[Collected data entries]
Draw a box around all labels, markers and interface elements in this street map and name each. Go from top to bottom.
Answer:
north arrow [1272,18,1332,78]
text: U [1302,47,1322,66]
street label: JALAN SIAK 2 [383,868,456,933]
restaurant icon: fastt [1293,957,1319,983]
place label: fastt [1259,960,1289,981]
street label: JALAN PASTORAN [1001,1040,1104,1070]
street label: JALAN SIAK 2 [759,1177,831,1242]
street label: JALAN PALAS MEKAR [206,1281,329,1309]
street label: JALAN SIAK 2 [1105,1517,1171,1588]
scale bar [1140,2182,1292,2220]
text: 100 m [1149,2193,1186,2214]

...

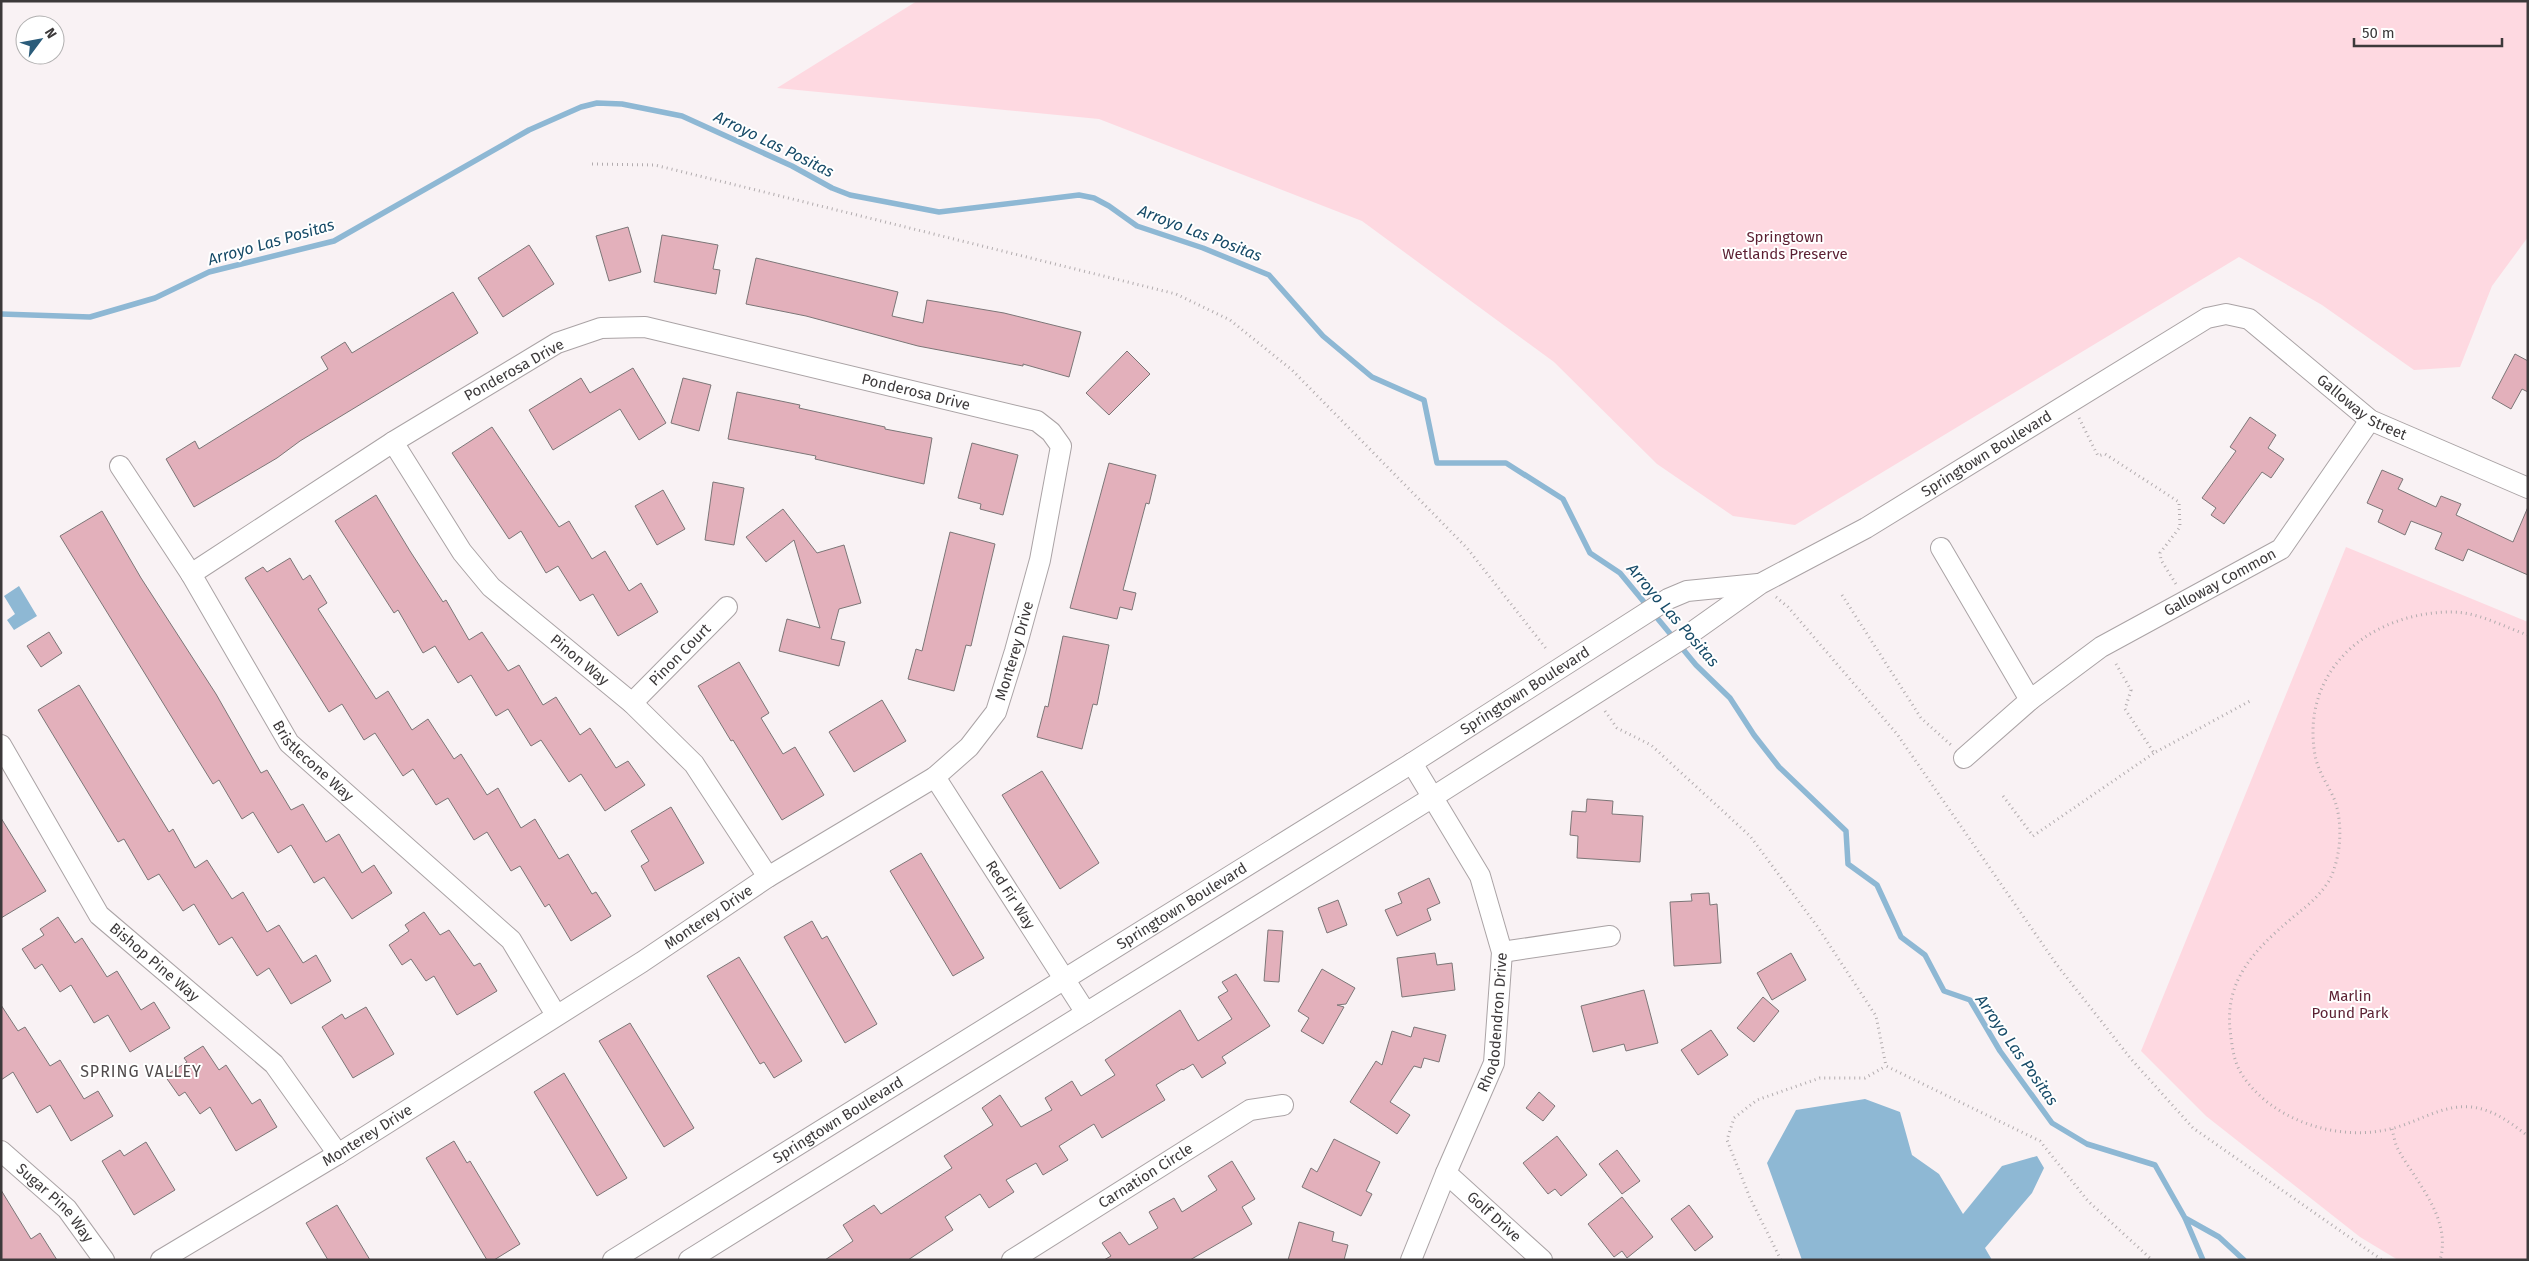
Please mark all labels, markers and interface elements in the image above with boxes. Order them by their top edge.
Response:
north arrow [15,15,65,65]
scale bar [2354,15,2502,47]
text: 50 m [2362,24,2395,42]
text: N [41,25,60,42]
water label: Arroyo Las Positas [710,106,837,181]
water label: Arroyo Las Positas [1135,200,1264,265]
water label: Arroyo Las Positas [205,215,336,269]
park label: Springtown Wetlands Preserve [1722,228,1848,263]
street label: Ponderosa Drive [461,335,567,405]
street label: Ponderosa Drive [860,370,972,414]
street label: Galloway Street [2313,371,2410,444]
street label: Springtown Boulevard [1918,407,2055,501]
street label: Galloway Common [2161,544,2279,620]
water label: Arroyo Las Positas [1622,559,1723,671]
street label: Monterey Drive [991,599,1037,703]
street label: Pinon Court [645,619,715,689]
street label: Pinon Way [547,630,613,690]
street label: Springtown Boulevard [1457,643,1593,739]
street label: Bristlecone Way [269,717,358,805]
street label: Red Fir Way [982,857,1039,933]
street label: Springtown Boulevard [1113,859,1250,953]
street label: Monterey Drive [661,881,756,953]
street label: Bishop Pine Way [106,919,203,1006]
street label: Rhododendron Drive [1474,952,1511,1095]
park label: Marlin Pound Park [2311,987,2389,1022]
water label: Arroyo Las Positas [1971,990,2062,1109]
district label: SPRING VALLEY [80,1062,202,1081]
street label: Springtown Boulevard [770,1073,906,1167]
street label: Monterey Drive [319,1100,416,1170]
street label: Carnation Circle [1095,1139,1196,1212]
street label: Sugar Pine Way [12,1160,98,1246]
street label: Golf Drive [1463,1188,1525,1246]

#### [Exercise directions]
Which lines above hold the string "interface"? Copy each of them.

#### [Task output]
Draw a box around all labels, markers and interface elements in this street map and name each. Go from top to bottom.
Please mark all labels, markers and interface elements in the image above with boxes. Order them by their top edge.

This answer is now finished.